Capacity miss occurs because blocks are being discarded from cache because cache cannot contain all blocks needed for program execution (program working set is much larger than cache capacity).
Conflict miss occurs in the case of set associative or direct mapped block placement strategies, conflict misses occur when several blocks are mapped to the same set or block frame; also called collision misses or interference misses.

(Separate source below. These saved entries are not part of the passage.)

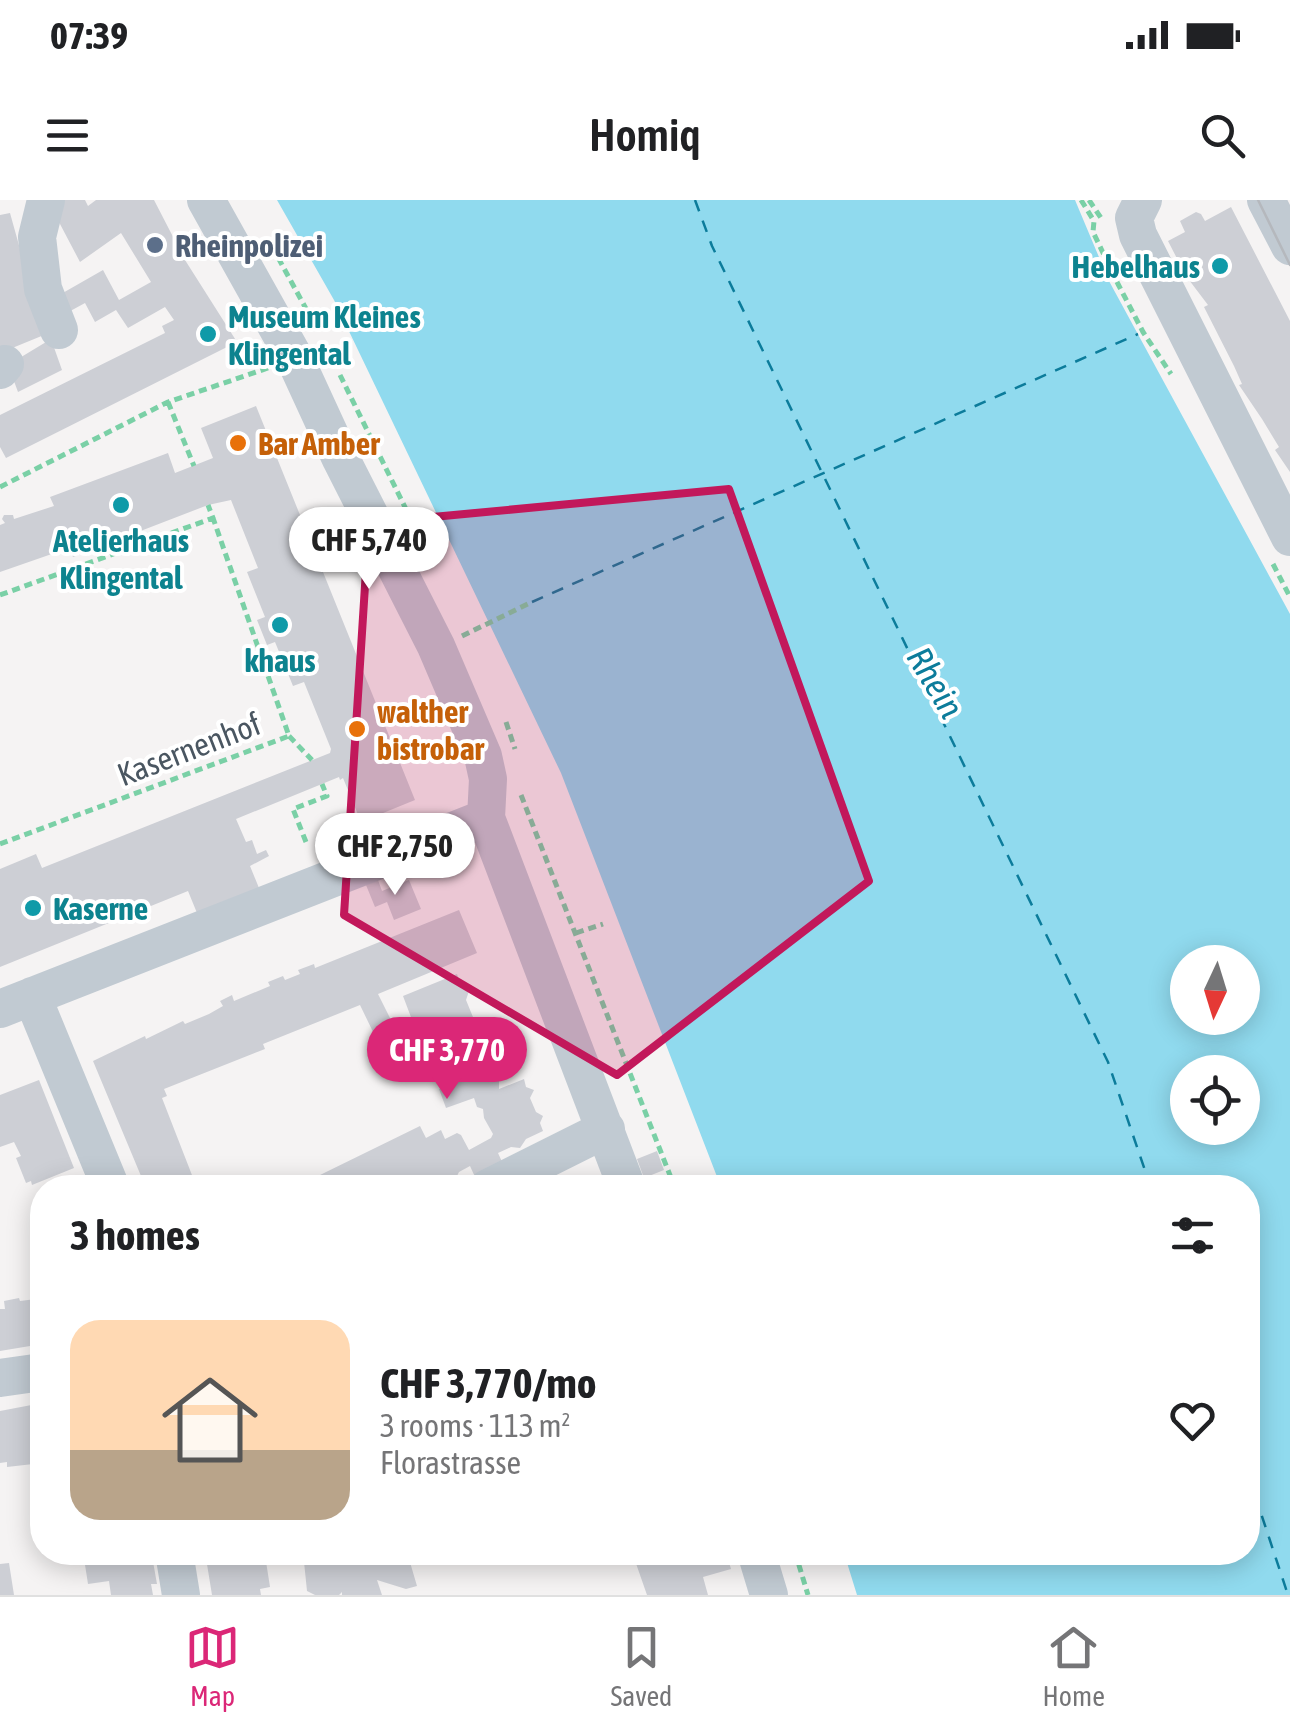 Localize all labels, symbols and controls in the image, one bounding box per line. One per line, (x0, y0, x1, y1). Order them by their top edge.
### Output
text: 07:39 (50, 14, 128, 57)
icon: menu (40, 108, 95, 163)
icon: search (1195, 108, 1250, 163)
text: Homiq (589, 109, 701, 161)
place label: Rheinpolizei (175, 227, 323, 264)
marker: Rheinpolizei (144, 234, 166, 256)
place label: Hebelhaus (1072, 248, 1200, 285)
marker: Hebelhaus (1209, 255, 1231, 277)
place label: Museum Kleines Klingental (228, 298, 421, 372)
marker: Museum Kleines Klingental (197, 323, 219, 345)
place label: Bar Amber (258, 425, 380, 462)
marker: Bar Amber (227, 432, 249, 454)
marker: Atelierhaus Klingental (110, 494, 132, 516)
pin: CHF 5,740 (255, 507, 483, 592)
text: CHF 5,740 (311, 521, 427, 558)
place label: Atelierhaus Klingental (52, 522, 189, 596)
marker: khaus (269, 614, 291, 636)
water label: Rhein (899, 639, 973, 725)
place label: khaus (244, 642, 316, 679)
place label: walther bistrobar (377, 693, 485, 767)
street label: Kasernenhof (112, 705, 266, 793)
marker: walther bistrobar (346, 718, 368, 740)
pin: CHF 2,750 (281, 813, 509, 898)
text: CHF 2,750 (337, 827, 453, 864)
place label: Kaserne (53, 890, 148, 927)
marker: Kaserne (22, 897, 44, 919)
north arrow (1170, 945, 1260, 1035)
map controls (1170, 945, 1260, 1145)
pin: CHF 3,770 (333, 1017, 561, 1102)
text: CHF 3,770 (389, 1031, 505, 1068)
button: locate (1170, 1055, 1260, 1145)
icon: filters (1165, 1208, 1220, 1263)
text: 3 homes (70, 1211, 200, 1259)
text: CHF 3,770/mo (380, 1359, 597, 1407)
icon: home (150, 1360, 270, 1480)
icon: heart (1165, 1393, 1220, 1448)
text: 3 rooms · 113 m² (380, 1407, 570, 1444)
text: Florastrasse (380, 1444, 521, 1481)
tab: Map (185, 1620, 240, 1712)
tab: Saved (610, 1620, 672, 1712)
tab: Home (1043, 1620, 1105, 1712) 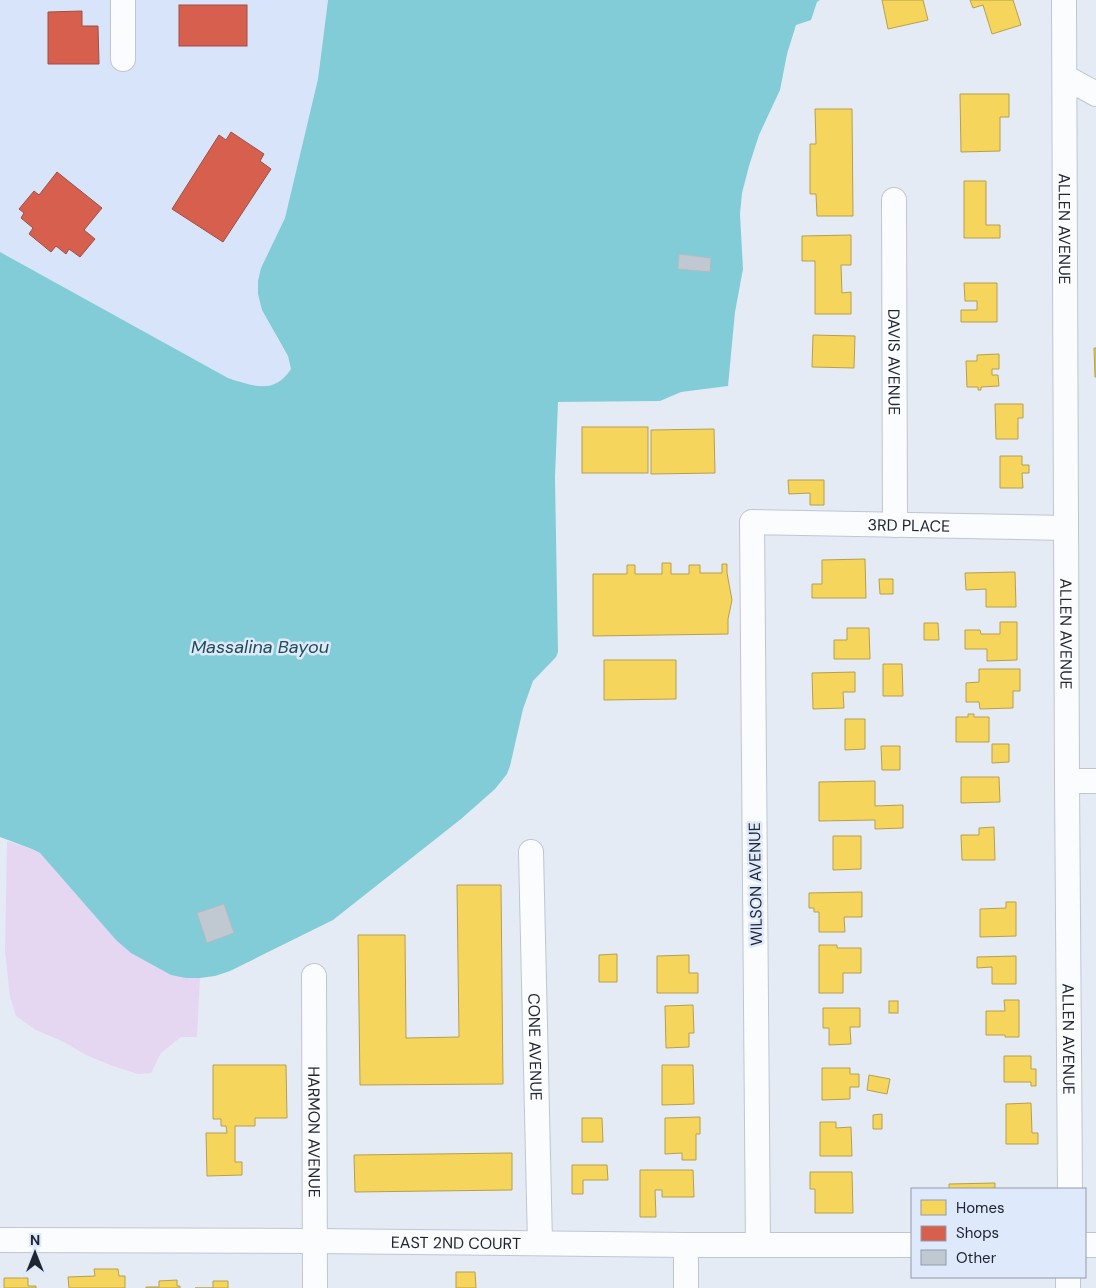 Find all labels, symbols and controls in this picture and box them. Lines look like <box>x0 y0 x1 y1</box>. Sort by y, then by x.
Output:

Are they actually very closely related?
For example, if all the cache lines are filled and we have a read request for memory B, for which we have to evict memory A.
So should it be considered as a capacity miss since we don't have enough space? And later if we want to access memory A, and since it's evicted before, it's considered as a conflict miss.
Am I understanding this correctly? Thanks
The important distinction here is between cache misses caused by the size of your data set, and cache misses caused by the way your cache and data alignment are organized.
Lets assume you have a 32k direct mapped cache, and consider the following 2 cases:
You repeatedly iterate over a 128k array. There's no way the data can fit in that cache, therefore all the misses are capacity ones (except the first access of each line which is a compulsory miss, and would remain even if you could increase your cache infinitely).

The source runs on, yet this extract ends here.